“Ay, parbleu!” cried another, “I won my epaulettes at Cairo, when three officers were reported living, in a whole regiment.”
“To be sure,” said François, looking up from his operation of lemon-squeezing; “here am I, a maître d'armes, after twenty-six years' service; and there's Davoust, who never could stand before me, he's a general of brigade.”
The whole party laughed aloud at the grievances of Maître Francois, whose seriousness on the subject was perfectly real.
“Ah; you may laugh,” said he, half in pique; “but what a mere accident can determine a man's fortune in life! Would Junot there be a major-general to-day if he did not measure six feet without his boots? We were at school together, and, ma foi! he was always at the bottom of the class.”
“And so, Francois, it was your size, then, that stopped your promotion?”

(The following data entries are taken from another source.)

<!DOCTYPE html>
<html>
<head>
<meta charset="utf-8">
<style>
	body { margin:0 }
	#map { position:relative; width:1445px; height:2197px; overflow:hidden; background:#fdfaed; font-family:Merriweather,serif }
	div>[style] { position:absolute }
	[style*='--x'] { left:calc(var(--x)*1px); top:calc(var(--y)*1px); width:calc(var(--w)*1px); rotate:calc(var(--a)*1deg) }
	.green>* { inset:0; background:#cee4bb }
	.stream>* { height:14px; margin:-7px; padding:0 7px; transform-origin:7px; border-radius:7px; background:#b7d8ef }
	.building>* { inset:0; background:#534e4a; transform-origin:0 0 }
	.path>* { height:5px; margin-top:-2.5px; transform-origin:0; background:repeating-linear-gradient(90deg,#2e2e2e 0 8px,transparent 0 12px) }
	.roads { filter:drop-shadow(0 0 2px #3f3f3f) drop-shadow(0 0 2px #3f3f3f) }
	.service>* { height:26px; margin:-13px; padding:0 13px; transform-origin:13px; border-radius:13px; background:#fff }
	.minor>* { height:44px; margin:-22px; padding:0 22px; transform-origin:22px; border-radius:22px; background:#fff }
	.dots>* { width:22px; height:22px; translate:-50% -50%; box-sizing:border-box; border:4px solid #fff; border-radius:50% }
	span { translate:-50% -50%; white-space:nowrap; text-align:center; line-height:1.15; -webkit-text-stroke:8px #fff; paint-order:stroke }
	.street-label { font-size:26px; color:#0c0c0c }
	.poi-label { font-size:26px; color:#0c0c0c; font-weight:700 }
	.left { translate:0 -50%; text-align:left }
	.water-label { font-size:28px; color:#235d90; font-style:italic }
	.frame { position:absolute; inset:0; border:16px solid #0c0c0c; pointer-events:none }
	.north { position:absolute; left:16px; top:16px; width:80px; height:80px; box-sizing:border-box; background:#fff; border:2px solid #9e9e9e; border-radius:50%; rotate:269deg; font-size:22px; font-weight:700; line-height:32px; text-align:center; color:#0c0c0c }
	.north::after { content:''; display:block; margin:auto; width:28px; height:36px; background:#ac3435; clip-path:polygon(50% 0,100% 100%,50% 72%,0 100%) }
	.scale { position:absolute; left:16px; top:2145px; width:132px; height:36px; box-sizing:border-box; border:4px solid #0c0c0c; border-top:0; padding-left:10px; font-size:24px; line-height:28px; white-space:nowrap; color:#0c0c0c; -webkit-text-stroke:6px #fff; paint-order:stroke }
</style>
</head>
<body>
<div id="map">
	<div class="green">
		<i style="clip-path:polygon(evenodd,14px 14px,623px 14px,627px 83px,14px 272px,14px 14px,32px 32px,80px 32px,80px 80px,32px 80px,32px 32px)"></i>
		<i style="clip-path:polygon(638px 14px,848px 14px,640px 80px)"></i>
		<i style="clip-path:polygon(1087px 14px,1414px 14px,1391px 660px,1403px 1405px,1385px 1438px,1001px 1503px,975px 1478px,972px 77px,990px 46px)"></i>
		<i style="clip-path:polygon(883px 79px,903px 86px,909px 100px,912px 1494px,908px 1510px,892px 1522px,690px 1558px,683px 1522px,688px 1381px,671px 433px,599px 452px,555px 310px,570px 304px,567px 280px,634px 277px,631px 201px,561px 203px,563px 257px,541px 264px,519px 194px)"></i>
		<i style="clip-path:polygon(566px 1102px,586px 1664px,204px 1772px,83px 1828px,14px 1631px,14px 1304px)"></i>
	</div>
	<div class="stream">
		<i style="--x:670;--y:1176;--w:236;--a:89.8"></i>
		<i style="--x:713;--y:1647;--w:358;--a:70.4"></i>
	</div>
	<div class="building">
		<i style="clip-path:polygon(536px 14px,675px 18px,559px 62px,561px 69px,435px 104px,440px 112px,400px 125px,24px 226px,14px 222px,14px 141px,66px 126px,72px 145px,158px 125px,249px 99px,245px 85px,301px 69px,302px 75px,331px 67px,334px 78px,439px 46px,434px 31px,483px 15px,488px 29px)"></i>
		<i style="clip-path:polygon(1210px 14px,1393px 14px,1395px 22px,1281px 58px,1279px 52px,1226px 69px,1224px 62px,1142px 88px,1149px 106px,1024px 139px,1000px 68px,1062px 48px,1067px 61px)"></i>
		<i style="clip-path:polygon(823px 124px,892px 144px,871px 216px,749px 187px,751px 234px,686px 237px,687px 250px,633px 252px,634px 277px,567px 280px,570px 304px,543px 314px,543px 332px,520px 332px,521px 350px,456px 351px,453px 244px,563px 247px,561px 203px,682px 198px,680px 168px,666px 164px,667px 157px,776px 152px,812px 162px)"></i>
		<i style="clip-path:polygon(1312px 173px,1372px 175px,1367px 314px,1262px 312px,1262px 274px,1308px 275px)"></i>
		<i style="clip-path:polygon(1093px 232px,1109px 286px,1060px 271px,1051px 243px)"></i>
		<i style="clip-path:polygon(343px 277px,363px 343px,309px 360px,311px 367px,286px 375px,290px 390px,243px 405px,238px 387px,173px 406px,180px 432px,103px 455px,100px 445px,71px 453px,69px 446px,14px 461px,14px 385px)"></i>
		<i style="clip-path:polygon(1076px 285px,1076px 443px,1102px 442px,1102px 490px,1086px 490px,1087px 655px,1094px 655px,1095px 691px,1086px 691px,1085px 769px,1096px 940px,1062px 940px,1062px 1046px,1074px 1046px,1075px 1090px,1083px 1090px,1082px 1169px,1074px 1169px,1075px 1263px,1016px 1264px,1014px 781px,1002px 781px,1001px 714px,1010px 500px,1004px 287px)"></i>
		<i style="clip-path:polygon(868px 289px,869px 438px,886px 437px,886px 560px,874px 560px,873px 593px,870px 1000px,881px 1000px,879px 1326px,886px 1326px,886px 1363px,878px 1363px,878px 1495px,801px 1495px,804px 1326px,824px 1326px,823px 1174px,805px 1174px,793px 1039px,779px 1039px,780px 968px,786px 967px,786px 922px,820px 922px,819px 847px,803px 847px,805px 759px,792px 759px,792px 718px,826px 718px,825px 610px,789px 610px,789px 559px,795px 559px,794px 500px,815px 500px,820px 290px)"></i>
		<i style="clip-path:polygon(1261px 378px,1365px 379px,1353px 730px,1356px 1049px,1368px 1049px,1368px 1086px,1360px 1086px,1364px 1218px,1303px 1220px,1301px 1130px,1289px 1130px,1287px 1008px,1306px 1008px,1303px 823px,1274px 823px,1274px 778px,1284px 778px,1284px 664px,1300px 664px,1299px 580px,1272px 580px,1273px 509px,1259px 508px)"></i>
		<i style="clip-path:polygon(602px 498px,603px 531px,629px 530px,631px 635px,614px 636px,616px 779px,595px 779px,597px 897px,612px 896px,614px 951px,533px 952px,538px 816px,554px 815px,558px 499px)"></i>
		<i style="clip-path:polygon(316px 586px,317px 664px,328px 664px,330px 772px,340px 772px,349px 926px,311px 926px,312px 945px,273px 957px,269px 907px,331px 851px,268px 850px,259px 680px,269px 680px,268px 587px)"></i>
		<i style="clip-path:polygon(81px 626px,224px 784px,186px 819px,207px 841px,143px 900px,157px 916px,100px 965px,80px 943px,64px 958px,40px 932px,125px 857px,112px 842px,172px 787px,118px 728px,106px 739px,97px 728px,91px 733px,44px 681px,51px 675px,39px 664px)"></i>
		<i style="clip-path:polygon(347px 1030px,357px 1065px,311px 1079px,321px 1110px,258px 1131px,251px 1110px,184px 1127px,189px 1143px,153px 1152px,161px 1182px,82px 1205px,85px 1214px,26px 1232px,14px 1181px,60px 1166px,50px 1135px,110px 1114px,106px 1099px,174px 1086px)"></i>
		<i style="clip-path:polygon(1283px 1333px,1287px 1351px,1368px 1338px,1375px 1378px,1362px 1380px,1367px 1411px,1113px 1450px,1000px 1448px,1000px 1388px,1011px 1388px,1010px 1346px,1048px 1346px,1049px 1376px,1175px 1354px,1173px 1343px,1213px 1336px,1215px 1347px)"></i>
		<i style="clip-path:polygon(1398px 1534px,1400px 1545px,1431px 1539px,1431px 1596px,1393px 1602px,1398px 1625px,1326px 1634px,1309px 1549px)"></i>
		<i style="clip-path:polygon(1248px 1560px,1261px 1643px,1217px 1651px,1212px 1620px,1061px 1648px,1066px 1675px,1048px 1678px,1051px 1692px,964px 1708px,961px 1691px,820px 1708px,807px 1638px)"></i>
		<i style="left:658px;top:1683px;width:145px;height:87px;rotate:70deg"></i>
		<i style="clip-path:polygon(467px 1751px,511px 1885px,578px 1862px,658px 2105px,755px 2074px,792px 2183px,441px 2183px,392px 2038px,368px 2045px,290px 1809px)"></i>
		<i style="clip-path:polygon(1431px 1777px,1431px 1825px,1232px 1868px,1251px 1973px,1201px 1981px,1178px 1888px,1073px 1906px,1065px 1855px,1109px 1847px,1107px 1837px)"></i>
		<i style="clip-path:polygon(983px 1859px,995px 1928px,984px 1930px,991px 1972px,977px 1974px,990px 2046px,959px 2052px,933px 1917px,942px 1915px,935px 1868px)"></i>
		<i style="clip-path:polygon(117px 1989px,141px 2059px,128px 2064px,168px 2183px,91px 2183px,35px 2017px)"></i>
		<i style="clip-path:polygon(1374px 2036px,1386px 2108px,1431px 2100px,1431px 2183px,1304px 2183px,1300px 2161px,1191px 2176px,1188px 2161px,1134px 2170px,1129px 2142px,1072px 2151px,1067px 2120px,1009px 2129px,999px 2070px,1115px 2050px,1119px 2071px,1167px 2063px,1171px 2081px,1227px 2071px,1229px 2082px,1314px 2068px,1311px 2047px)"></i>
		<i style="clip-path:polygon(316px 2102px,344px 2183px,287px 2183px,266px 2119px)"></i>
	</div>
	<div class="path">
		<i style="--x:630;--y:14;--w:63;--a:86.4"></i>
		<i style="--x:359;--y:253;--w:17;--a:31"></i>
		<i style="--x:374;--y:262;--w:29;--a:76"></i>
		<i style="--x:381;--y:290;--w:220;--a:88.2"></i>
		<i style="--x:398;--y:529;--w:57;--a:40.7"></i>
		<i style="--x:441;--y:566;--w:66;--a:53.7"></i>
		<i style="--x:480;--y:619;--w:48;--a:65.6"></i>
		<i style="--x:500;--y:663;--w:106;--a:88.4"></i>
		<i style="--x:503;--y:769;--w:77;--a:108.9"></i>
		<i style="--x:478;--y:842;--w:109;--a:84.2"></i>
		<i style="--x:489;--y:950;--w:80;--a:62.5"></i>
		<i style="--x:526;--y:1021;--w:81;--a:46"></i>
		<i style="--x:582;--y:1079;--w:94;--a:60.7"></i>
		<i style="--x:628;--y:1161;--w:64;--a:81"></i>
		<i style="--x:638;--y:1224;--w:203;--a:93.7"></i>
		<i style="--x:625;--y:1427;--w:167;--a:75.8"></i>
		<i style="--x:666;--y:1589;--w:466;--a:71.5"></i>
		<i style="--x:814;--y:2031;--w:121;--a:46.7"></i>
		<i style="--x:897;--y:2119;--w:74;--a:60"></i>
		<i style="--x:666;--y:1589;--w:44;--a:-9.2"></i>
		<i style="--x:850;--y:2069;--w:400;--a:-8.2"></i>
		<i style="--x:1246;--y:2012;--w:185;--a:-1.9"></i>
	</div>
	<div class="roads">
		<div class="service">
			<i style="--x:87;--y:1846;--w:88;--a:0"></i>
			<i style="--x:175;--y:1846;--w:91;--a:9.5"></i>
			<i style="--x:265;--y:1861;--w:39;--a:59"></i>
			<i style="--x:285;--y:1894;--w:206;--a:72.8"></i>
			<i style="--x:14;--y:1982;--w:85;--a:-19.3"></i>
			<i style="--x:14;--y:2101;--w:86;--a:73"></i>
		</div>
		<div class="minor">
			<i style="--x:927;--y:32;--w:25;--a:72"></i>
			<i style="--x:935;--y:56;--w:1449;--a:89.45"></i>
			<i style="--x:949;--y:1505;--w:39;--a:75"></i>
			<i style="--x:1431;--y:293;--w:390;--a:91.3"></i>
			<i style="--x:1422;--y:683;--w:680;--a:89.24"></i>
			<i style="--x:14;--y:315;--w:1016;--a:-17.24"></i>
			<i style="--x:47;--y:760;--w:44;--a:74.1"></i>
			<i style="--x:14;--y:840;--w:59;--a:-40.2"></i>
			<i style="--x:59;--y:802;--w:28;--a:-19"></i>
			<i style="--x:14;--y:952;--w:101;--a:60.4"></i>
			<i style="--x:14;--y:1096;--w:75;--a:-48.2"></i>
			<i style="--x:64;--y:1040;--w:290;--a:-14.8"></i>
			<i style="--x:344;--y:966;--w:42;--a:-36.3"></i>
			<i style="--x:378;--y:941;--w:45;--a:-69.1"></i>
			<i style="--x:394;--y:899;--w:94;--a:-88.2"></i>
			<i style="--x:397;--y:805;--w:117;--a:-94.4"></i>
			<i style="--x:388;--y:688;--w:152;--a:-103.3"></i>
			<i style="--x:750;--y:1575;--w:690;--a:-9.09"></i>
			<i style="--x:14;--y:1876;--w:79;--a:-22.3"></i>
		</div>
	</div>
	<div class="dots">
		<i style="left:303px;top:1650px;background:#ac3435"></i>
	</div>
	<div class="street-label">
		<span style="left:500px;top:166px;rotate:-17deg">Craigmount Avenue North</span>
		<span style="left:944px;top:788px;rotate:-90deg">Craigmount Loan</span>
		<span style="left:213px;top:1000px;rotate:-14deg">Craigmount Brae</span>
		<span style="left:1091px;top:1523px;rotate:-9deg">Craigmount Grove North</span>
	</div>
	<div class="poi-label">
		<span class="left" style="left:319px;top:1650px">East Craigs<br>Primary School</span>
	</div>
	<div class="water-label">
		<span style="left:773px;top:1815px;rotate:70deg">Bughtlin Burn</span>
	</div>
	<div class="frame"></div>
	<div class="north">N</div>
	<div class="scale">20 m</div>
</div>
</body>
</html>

“Of course it was. When a man is but five feet—with high heels, too—he can only be advanced as a maître d'armes. Parbleu! what should I be now if I had only grown a little taller?”
“It is all better as it is,” growled out an old captain, between the puffs of his meerschaum. “If thou wert an inch bigger, there would be' no living in the same brigade with thee.”
“For all that,” rejoined Maître François, “I have put many a pretty fellow his full length on the grass.”
“How many duels, François, did you tell us, the other evening, that you fought in the Twenty-second?”
“Seventy-eight!” said the little man; “not to speak of two affairs which, I am ashamed to confess, were with the broadsword; but they were fellows from Alsace, and they knew no better.”